## WHAT THIS TASK INVOLVES
Retype the whole listing exactly. Leave out pictures.

++++ RECORDED INFORMATION ++++

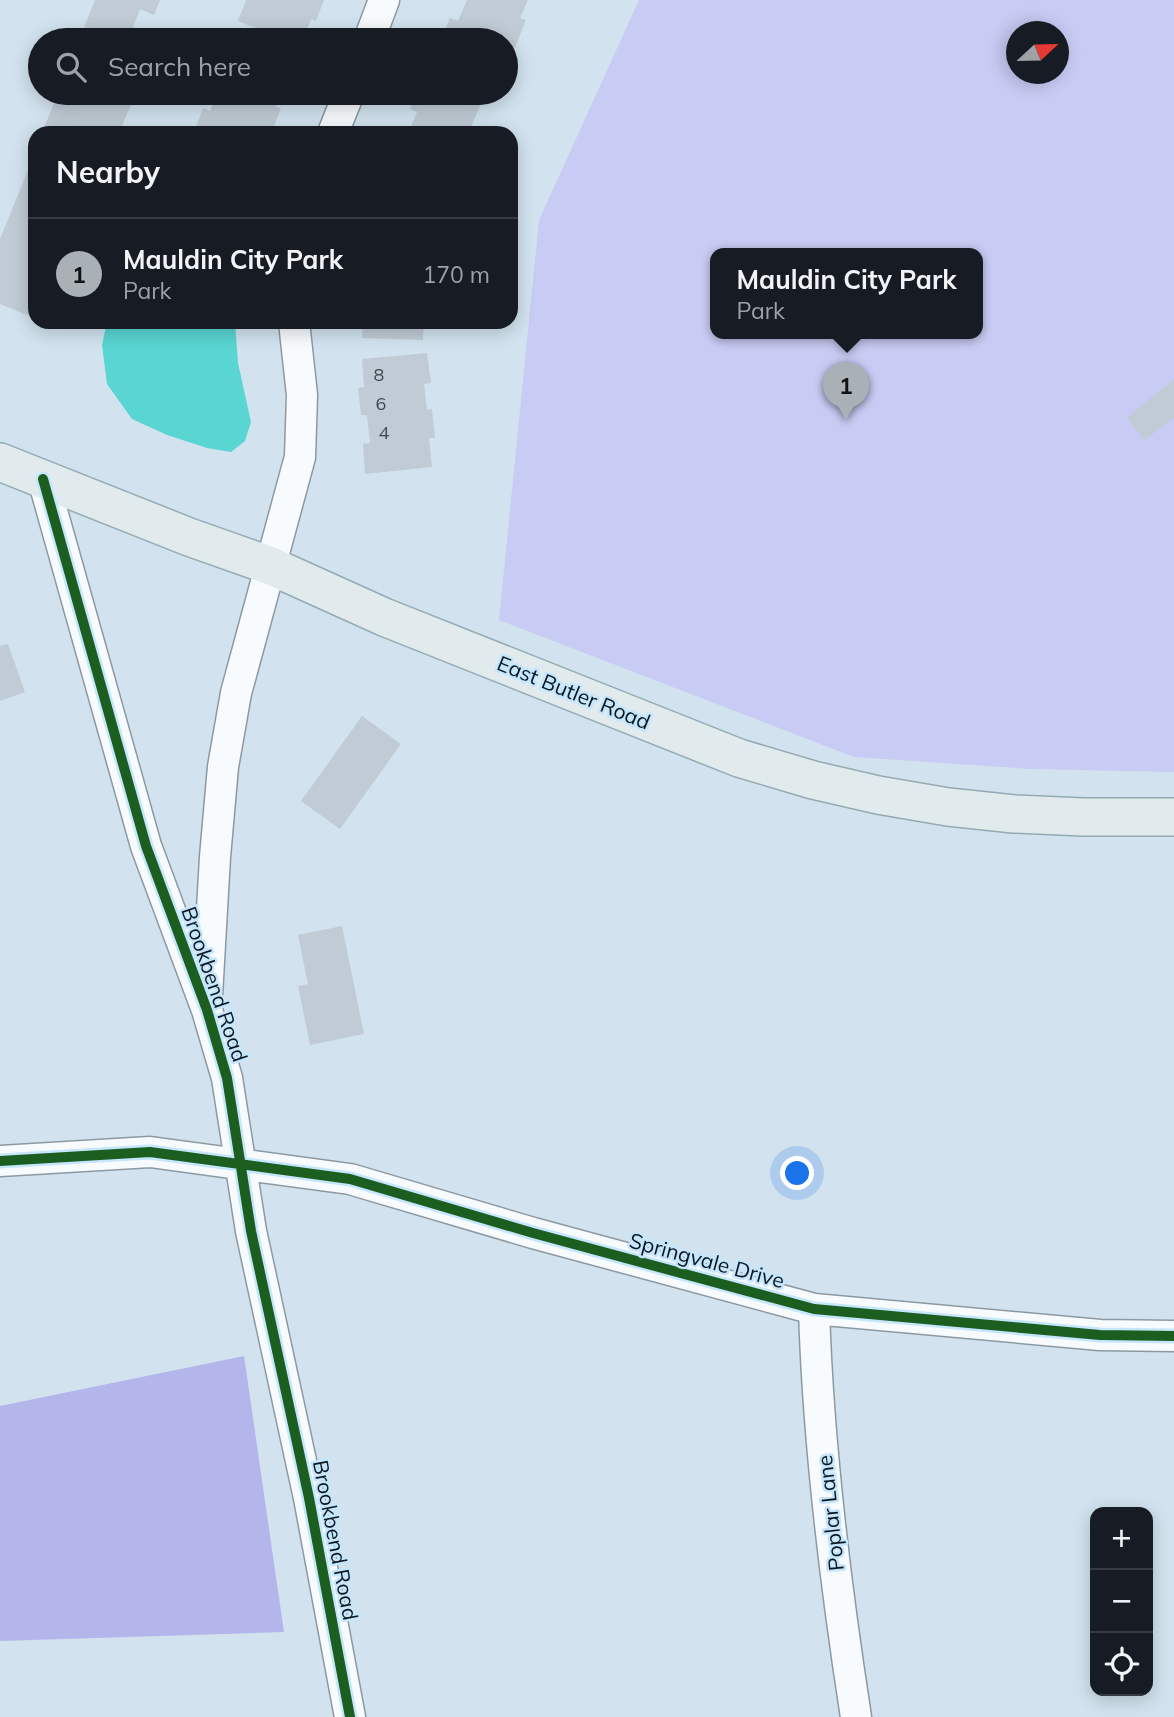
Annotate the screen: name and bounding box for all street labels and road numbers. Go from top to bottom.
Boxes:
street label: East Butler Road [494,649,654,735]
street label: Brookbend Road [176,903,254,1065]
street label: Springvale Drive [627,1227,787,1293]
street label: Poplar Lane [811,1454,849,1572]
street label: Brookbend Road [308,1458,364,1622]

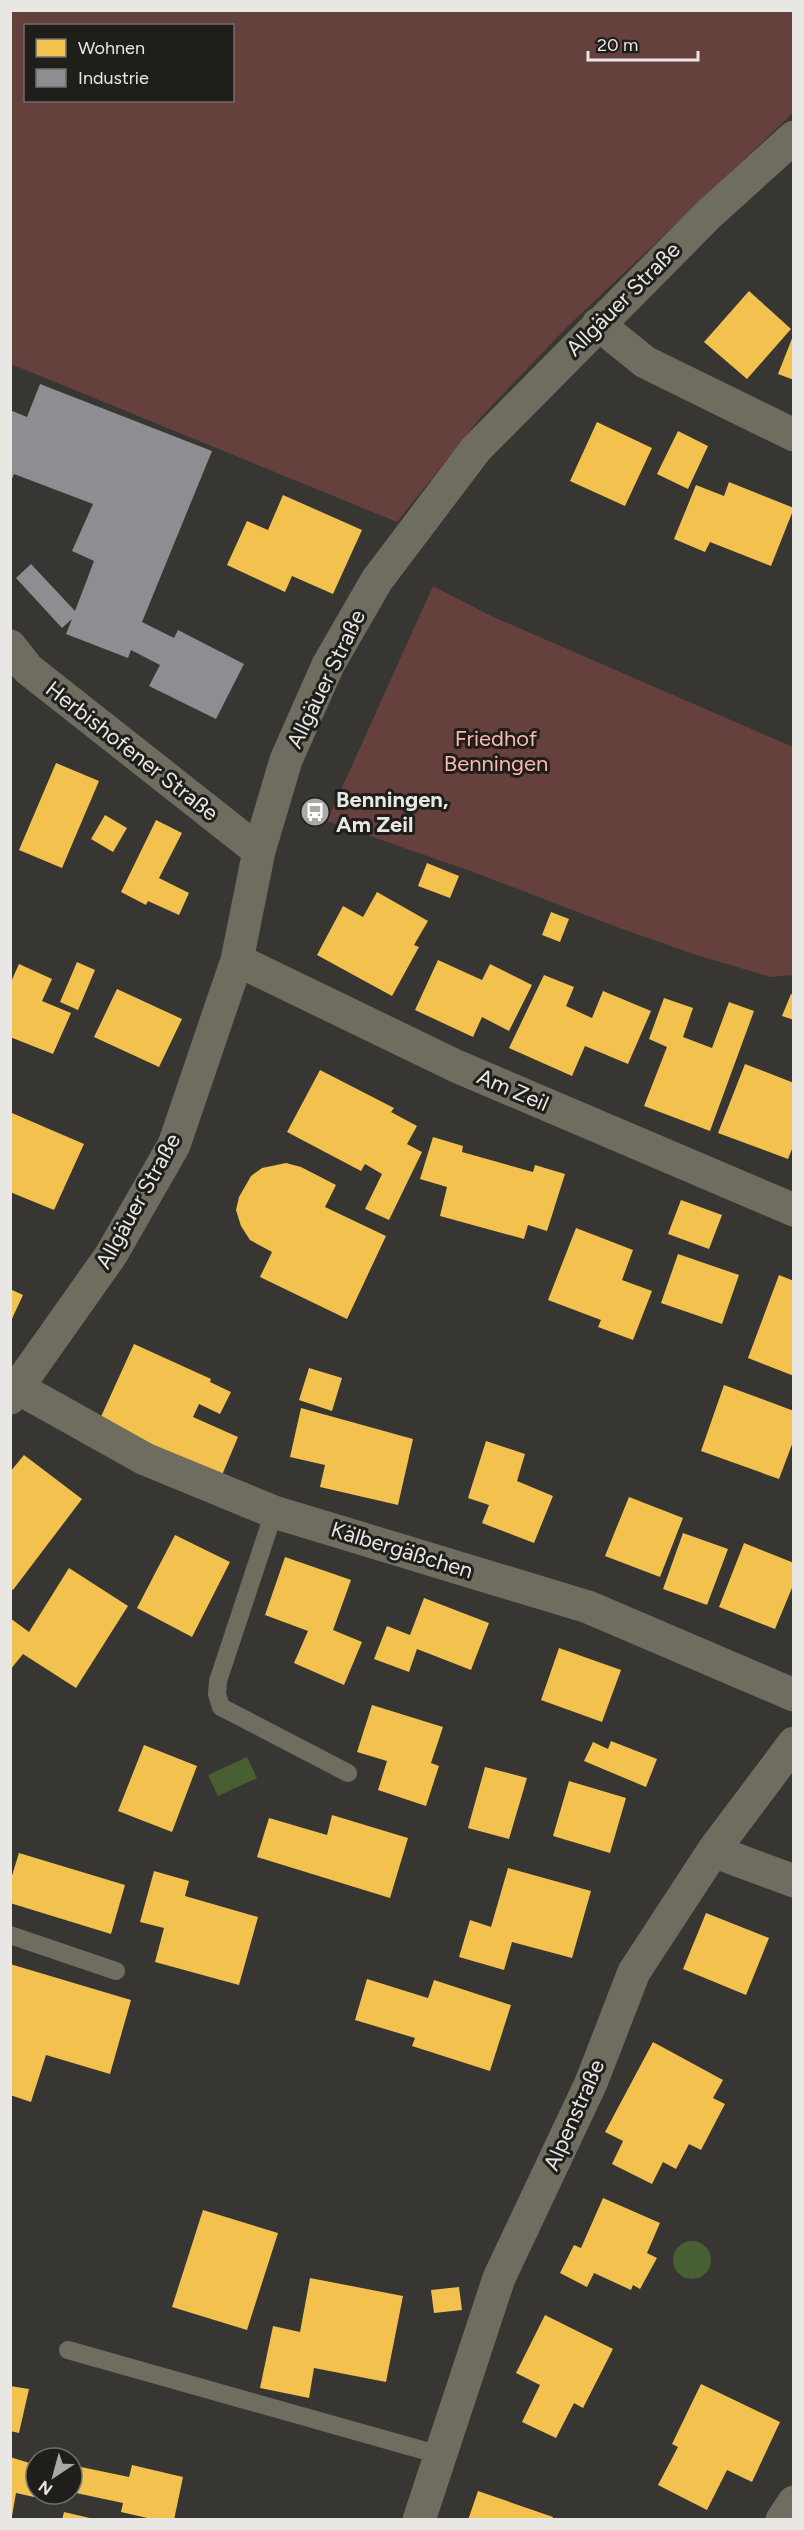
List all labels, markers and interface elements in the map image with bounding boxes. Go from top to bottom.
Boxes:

++++

## OUTPUT
Annotate the screen: name and bounding box for all street labels and road numbers. Go from top to bottom.
Boxes:
street label: East Butler Road [494,649,654,735]
street label: Brookbend Road [176,903,254,1065]
street label: Springvale Drive [627,1227,787,1293]
street label: Poplar Lane [811,1454,849,1572]
street label: Brookbend Road [308,1458,364,1622]

List all labels, markers and interface elements in the map image with bounding boxes. Go from top to bottom.
Boxes:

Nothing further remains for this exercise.